According to a first aspect of the present invention, a resistor is formed on a substrate and includes a trimmable resistor pattern and an alignment mark serving as a position reference for trimming the resistor pattern. And

The resistor according to claim 2 is formed on a substrate,
It has a trimmable resistor pattern, an alignment mark serving as a position reference for trimming the resistor pattern, and an alignment mark serving also as a laser passage confirmation mark in a margin near a trimmable portion of the resistor pattern. .

According to a third aspect of the present invention, there is provided the resistor according to the second aspect, wherein the resistor pattern has at least a lattice pattern, and an alignment mark serving also as a laser passage confirmation mark is provided in a margin of the lattice pattern. It is characterized by having been done.

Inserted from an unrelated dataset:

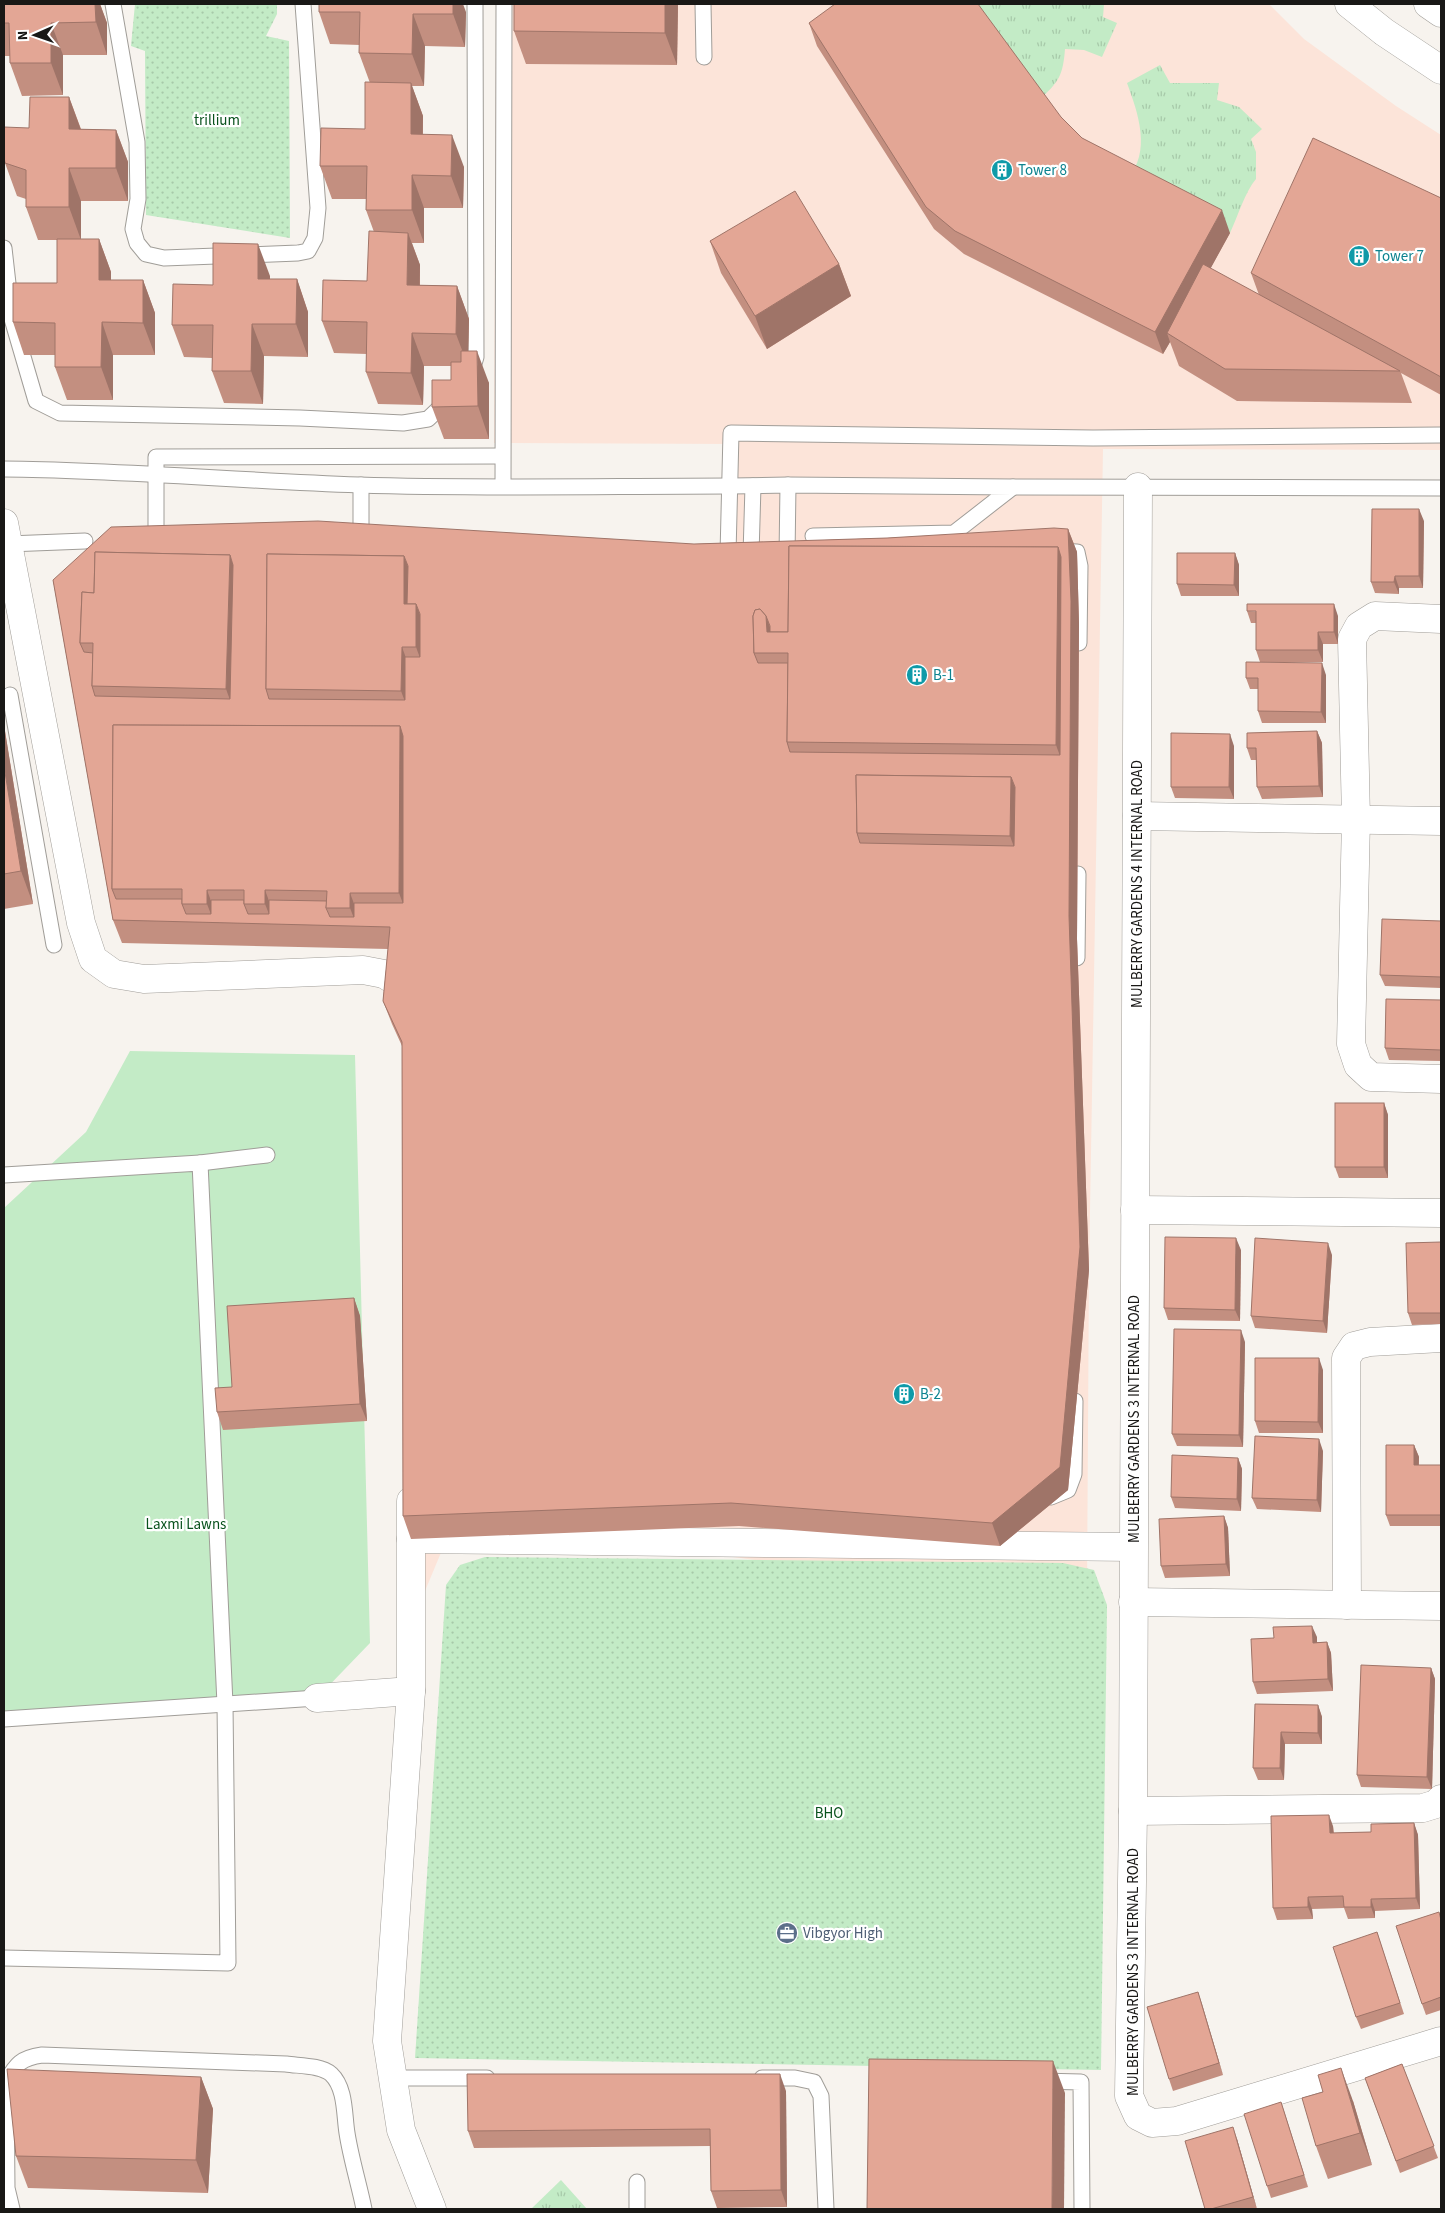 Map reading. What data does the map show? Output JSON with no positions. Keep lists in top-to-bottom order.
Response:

According to a fourth aspect of the present invention, there is provided the resistor according to any one of the first to third aspects, wherein the alignment mark serving as a position reference is provided at a dicer margin removed after the trimming of the resistor pattern is completed. I do.

According to a fifth aspect of the present invention, in the resistor of the second aspect, the alignment mark serving as a position reference and the alignment mark serving also as a laser passage confirmation mark are formed of the same material as the resistance pattern. It is characterized by.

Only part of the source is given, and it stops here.